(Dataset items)
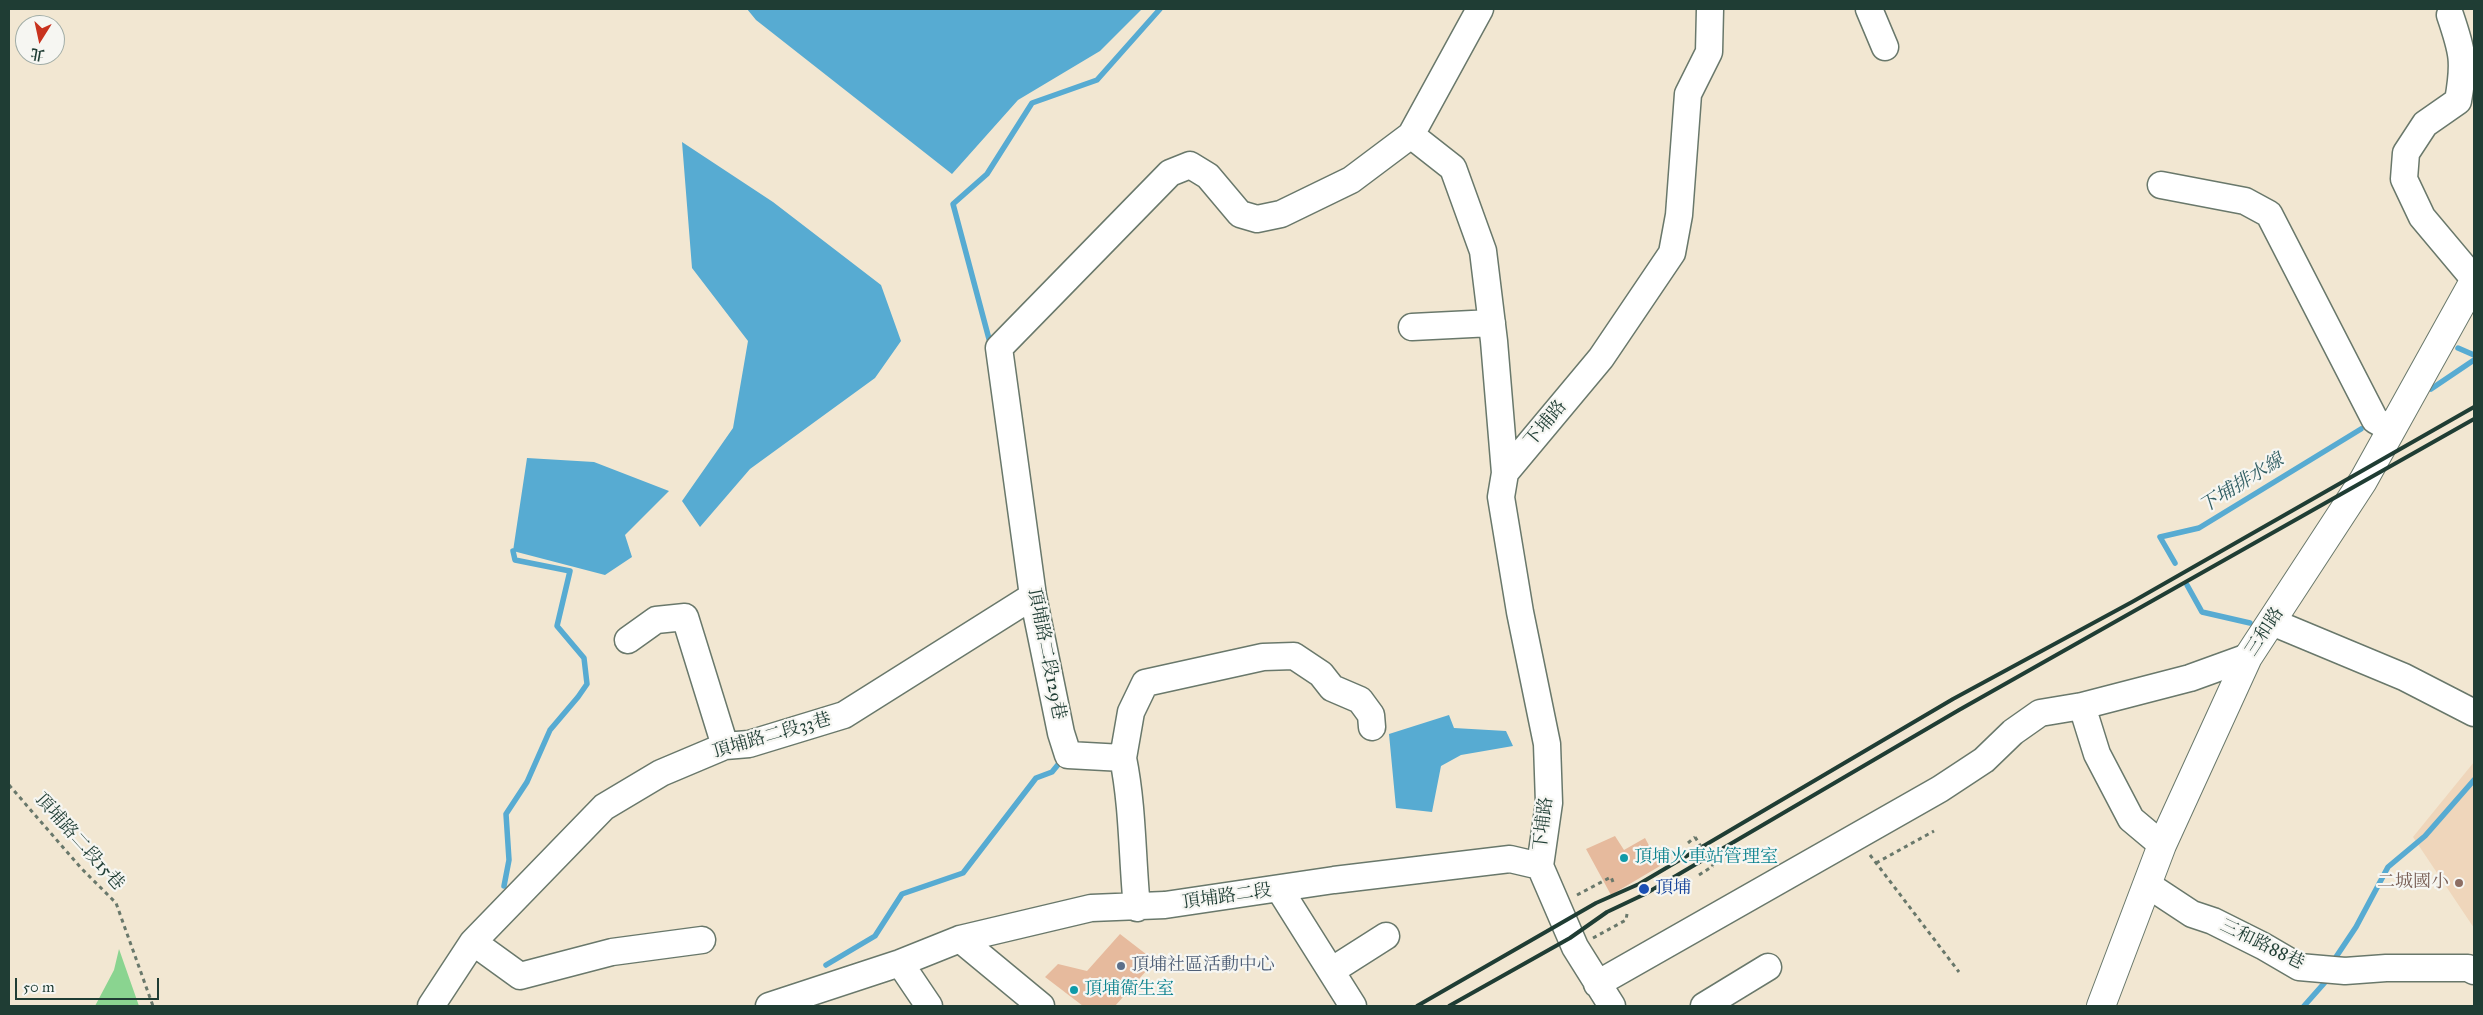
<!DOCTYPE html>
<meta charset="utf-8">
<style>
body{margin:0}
#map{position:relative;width:2483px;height:1015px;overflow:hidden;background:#f2e7d2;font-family:"IM FELL Great Primer","Noto Serif TC",serif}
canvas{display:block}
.frame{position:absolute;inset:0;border:10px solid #1f3d34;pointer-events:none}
.north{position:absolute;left:15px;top:15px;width:50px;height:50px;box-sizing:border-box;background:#f6f6f2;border:1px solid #a0aca6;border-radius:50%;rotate:190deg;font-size:14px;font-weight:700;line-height:20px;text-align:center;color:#1f3d34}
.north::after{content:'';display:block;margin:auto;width:18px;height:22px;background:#c8321e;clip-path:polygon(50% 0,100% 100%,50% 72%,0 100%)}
.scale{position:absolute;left:15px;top:978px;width:144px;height:22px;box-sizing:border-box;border:2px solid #1f3d34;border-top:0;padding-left:6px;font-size:15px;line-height:18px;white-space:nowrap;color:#1f3d34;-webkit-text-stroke:4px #f6f6f2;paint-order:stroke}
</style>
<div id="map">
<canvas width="2483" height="1015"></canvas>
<div class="frame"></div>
<div class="north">北</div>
<div class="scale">50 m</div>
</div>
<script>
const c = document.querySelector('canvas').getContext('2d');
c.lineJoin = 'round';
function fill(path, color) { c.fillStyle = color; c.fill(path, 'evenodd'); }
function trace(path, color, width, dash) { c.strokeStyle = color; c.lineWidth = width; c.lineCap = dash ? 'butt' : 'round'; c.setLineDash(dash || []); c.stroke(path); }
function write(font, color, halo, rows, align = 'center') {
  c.font = font + ' "IM FELL Great Primer","Noto Serif TC",serif'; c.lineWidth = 4.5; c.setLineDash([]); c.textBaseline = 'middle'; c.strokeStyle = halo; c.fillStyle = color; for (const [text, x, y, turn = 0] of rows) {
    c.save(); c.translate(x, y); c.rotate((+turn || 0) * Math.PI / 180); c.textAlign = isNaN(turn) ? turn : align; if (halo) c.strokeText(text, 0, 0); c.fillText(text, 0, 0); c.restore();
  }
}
fill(new Path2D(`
 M2474,762V928L2413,837Z`), '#efd6bb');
fill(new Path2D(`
 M119,949L139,1006H95L114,970Z`), '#8ad490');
fill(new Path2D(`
 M747,9H1142L1100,51L1018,100L952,174L756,20Z
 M682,142L773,202L881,285L901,341L875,378L750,469L700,527L682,501L733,428L748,341L692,268Z
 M527,458L594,462L669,491L625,535L632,557L605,575L513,551Z
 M1449,715L1454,728L1506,731L1513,746L1461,755L1441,766L1432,812L1396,808L1389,734Z`), '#57abd2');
trace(new Path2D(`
 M989,339L953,204L987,174L1032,103L1097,80L1160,9
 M2458,348L2474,355
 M2431,389L2474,360
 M2175,563L2160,537L2199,528L2361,429
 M2187,585L2202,612L2250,623
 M504,886L509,860L506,814L527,782L550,730L578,697L587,684L584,658L557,626L570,571L515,560L513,551
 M2332,963L2356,927L2388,867L2425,836L2474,780
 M826,965L875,936L902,894L963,873L1036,778L1052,772L1061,761
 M2304,1006L2327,980`), '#57abd2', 5.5);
fill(new Path2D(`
 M1615,836L1624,850L1645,838L1660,866L1611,895L1586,849Z
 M1120,934L1155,961L1115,1006H1083L1045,977L1058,964L1087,971Z`), '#e6ba9d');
const minor = new Path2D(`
 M1869,9L1885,47
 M2450,15C2463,53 2465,62 2458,101L2425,124L2406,153L2404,179L2422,217L2474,279
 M1411,135L1453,168L1483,251L1494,341L1505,473
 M2161,185L2245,201L2269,214L2375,420L2391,429
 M1412,327L1492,323
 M2272,622L2404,677L2474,713
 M628,640L656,620L685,617L725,746
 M2082,706L2097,754L2131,819L2162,845
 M1123,758L1131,712L1145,683L1263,657L1294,656L1321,674L1332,688L1360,700L1371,715L1372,727
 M2148,885L2192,914L2213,921L2263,946L2299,967L2345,971L2386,968H2468L2474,971
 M1280,890L1353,1006
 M1137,908C1132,858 1133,807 1123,758L1068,755L1061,733L1033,596L999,348L1170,173L1190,165L1208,176L1240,214L1257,219L1281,214L1351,180L1411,135L1480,9
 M960,939L1041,1006
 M473,942L520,976L612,952L702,940
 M900,963L929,1006
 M1331,971L1386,936
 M1597,984L1940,789L1984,760L2013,732L2040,713L2082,706L2190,678L2248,657
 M431,1006L473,942L604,807L661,773L725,746L749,744L844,715L1033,596
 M769,1006L900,963L960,939L1091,908L1165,905L1334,880L1510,859L1540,866
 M1612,1006L1575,947L1540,866L1549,803L1547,744L1520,612L1501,497L1505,473L1601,358L1672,253L1679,215L1688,94L1709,52L1710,9
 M1704,1006L1768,967`);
const major = new Path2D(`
 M2101,1006L2162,845L2248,657L2363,481L2474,281`);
trace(minor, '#69786b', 29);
trace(major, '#69786b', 30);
trace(new Path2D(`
 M9,785L81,868L116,903L153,1006
 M1688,843L1695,837
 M1870,855L1959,972
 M1876,863L1934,831
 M1699,875L1713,866
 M1577,895L1611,877L1613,882
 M1593,938L1626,920L1627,914`), '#69786b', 3, [4, 4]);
trace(minor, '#fff', 26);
trace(major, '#fff', 28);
trace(new Path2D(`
 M1417,1006L1596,903L1639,884L1953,699L2132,602L2474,407
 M1449,1006L1570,938L1607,912L1645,894L1959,710L2474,419`), '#1f3d34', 4);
trace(new Path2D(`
 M1695,837L1713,866`), '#69786b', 3, [4, 4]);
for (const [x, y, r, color] of [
 [1624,858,5,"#0f9aa8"],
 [2459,883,5,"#8d6e63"],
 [1644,889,6,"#1a4fb4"],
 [1121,966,5,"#5c6f8a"],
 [1074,990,5,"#0f9aa8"]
]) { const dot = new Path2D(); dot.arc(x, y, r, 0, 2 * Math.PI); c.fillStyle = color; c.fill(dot); trace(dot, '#f6f6f2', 2); }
write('18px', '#1f3d34', '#f6f6f2', [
 ["下埔路",1546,424,-50],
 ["三和路",2265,632,-57],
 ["頂埔路二段129巷",1046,654,79],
 ["頂埔路二段33巷",772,736,-16],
 ["下埔路",1544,824,-83],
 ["頂埔路二段15巷",79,842,48],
 ["頂埔路二段",1227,897,-8],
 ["三和路88巷",2262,945,26]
]);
write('18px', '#0d838f', '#f6f6f2', [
 ["頂埔火車站管理室",1634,858],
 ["頂埔衛生室",1084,990]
], 'left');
write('18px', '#785e54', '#f6f6f2', [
 ["二城國小",2449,883]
], 'right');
write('18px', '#164399', '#f6f6f2', [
 ["頂埔",1655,889]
], 'left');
write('18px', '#4e5e75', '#f6f6f2', [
 ["頂埔社區活動中心",1131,966]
], 'left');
write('italic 19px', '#305e63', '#f6f6f2', [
 ["下埔排水線",2242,484,-32]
]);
</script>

**Task item**
Each line in the entries above that includes the string "function" should be extracted.

**Response to the task**
function fill(path, color) { c.fillStyle = color; c.fill(path, 'evenodd'); }
function trace(path, color, width, dash) { c.strokeStyle = color; c.lineWidth = width; c.lineCap = dash ? 'butt' : 'round'; c.setLineDash(dash || []); c.stroke(path); }
function write(font, color, halo, rows, align = 'center') {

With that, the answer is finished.